One second after, the room became darker than anything can be. Pikes, blades, fangs and poisons broke Crowziel-Lucifer, piercing her physically and mentally. The cold froze her instantaneously while the deepest flame of Hell burned every millimetre of her. All her bones were reduced to dust in deafening explosions. A presence crumbled her mind, covering each of her existence past present and future, taking over her as one message ripped through.

“You made your last mistake spy as,

I
 AM

LUCIFER!”

The Lucifer-Interrogator made a sharp hand move and Lucifer-Crowziel was sucked back into her old usual personal-optimised-for-displeasure-place™. The cubic black room turned back just to that, a cubic black interrogation room empty of a subject to interrogate.

The Interrogator wrote down more notes. She was visibly furious or maybe more disappointed by the situation. Her hand moved angrily while writing, menacing to slice the human-parchment.

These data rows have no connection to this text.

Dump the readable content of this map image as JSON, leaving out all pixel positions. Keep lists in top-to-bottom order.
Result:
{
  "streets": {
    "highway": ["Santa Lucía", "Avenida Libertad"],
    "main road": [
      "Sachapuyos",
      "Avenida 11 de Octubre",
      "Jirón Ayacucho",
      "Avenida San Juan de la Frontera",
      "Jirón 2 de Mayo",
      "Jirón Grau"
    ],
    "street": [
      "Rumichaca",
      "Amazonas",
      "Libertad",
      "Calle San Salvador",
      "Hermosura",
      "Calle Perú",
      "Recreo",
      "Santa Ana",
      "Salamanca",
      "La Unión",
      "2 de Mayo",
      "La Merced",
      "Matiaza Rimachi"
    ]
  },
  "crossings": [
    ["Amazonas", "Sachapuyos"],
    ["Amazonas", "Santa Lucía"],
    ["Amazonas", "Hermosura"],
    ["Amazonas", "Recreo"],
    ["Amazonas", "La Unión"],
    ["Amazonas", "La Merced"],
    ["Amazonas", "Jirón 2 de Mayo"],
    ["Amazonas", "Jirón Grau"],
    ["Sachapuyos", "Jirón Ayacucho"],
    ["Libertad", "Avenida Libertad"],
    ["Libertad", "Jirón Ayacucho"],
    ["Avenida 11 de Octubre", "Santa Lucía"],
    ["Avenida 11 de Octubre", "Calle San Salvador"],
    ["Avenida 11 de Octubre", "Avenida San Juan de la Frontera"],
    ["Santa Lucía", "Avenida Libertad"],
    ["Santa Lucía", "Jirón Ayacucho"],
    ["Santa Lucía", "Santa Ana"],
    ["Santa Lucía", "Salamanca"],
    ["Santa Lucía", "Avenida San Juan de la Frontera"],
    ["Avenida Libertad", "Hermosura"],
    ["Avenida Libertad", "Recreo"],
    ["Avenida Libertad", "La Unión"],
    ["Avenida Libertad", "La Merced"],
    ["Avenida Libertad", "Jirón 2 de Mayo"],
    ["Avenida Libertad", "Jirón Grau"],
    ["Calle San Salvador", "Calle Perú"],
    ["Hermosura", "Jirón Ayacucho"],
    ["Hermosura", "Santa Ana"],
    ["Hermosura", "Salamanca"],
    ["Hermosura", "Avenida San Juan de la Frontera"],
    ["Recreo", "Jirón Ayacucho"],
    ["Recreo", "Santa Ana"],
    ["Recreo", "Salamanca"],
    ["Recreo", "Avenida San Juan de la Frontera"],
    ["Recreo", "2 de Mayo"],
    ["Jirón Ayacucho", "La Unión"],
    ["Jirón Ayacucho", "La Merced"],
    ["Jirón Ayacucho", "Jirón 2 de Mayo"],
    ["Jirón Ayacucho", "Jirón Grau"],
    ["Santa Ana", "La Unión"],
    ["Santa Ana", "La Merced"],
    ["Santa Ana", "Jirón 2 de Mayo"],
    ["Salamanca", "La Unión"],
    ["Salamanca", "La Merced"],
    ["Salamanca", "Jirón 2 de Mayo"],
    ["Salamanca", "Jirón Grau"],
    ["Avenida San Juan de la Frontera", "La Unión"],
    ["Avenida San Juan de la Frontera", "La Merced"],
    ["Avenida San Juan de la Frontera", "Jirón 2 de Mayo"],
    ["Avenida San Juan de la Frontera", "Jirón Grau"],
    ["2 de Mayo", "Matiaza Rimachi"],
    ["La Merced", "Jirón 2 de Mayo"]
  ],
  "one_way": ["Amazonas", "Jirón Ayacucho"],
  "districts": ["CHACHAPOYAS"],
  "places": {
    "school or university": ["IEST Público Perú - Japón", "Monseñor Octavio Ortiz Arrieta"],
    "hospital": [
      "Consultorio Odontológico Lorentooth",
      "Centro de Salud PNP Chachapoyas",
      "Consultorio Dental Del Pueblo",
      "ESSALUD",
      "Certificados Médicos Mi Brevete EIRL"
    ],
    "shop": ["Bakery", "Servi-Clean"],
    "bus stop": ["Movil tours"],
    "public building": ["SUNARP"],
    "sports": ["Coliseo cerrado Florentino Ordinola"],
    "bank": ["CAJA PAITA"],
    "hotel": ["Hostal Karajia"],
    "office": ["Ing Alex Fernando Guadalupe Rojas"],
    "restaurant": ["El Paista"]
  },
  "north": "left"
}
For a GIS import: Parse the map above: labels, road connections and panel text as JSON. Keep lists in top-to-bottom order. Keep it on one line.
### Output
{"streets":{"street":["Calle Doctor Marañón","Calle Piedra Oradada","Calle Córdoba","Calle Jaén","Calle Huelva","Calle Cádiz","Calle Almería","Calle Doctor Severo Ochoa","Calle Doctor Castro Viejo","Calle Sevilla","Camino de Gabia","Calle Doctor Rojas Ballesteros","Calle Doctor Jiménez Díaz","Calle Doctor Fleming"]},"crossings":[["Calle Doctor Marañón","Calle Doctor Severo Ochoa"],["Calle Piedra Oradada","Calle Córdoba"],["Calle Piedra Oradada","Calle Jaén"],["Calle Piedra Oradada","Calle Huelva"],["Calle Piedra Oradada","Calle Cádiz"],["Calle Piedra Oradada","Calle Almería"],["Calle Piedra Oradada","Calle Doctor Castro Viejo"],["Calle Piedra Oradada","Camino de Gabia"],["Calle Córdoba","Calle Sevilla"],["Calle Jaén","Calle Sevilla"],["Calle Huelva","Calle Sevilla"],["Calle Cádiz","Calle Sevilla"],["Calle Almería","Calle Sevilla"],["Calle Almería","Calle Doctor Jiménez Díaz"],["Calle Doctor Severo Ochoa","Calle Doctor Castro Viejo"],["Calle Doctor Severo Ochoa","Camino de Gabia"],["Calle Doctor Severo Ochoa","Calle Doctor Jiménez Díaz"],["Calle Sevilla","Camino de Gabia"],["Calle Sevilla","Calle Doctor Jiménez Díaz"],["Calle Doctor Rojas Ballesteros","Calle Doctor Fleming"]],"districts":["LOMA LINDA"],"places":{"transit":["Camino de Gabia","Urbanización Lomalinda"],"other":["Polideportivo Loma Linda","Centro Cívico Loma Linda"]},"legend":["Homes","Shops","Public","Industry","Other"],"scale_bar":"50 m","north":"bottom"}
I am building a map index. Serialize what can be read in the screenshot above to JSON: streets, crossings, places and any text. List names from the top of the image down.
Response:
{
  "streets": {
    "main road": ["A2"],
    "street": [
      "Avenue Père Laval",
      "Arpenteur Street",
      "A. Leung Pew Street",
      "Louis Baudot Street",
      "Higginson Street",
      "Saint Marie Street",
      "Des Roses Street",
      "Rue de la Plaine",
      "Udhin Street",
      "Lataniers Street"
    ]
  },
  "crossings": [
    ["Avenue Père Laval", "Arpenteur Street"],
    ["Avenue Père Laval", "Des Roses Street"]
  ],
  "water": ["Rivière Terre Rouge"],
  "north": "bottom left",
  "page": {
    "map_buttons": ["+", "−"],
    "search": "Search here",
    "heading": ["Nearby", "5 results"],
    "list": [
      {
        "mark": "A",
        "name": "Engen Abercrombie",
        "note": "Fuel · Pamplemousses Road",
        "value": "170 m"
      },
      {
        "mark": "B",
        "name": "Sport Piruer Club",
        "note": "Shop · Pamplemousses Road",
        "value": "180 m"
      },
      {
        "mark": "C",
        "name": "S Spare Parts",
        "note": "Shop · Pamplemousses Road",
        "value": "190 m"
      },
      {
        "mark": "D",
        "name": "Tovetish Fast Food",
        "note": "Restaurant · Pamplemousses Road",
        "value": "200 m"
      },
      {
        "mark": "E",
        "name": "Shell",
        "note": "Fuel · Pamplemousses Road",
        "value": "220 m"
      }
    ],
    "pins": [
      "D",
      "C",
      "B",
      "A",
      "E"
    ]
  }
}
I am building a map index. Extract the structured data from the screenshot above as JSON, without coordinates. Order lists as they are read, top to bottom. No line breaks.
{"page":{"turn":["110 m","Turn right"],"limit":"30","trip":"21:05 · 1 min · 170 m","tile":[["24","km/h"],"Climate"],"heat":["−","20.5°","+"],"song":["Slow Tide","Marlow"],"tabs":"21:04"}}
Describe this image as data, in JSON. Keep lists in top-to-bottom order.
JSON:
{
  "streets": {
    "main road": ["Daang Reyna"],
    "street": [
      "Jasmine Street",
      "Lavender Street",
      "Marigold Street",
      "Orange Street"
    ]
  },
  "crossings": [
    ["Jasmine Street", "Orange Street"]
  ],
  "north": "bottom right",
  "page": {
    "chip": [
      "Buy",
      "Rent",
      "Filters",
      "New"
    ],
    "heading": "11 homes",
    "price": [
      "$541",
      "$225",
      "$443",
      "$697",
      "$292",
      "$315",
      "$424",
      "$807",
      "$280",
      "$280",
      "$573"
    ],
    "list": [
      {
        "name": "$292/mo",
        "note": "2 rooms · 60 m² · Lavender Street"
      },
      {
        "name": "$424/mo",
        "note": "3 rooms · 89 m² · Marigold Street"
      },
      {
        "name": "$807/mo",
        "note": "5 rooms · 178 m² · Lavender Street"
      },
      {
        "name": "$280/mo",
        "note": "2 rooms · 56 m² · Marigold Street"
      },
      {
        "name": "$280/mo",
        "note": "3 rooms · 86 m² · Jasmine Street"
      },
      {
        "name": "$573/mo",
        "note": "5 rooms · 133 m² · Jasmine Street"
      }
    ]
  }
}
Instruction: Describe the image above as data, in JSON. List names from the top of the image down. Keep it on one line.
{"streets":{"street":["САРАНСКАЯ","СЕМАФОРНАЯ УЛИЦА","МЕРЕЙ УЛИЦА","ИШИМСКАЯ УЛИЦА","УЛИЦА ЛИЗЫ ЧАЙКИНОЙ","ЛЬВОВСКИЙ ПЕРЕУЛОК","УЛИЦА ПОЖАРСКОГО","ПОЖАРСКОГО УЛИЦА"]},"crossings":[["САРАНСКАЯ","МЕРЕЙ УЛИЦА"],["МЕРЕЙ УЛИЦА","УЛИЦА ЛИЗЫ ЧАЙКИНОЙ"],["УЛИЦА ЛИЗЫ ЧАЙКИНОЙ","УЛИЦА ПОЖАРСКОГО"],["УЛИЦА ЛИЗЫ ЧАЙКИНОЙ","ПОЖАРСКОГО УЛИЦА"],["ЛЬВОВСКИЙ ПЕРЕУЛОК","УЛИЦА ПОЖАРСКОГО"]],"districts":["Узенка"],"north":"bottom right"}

The shadow-demon turned to the Interrogator. It hesitated, knowing it could be the next one. Ultimately with its sighing voice it asked:

“So, are you Lucifer? “

“No,” the Interrogator responded  to its incredulous pet. “It was just a trick. She was really a too-far-gone,” spat the Interrogator still pissed.

“Or a really good Lucifer”

The Interrogator was on the verge of denying firmly. This soul disturbed her deeply, was she really crazy or part of a biggest scam. But after a second thought, she had to play along.

“Maybe,” the angel Ramiel said in his Interrogator disguise, to Lucifer trying to pass as a mundane Co-Interrogator-shadow-demon, not aware about what was really the Angels’ plan here.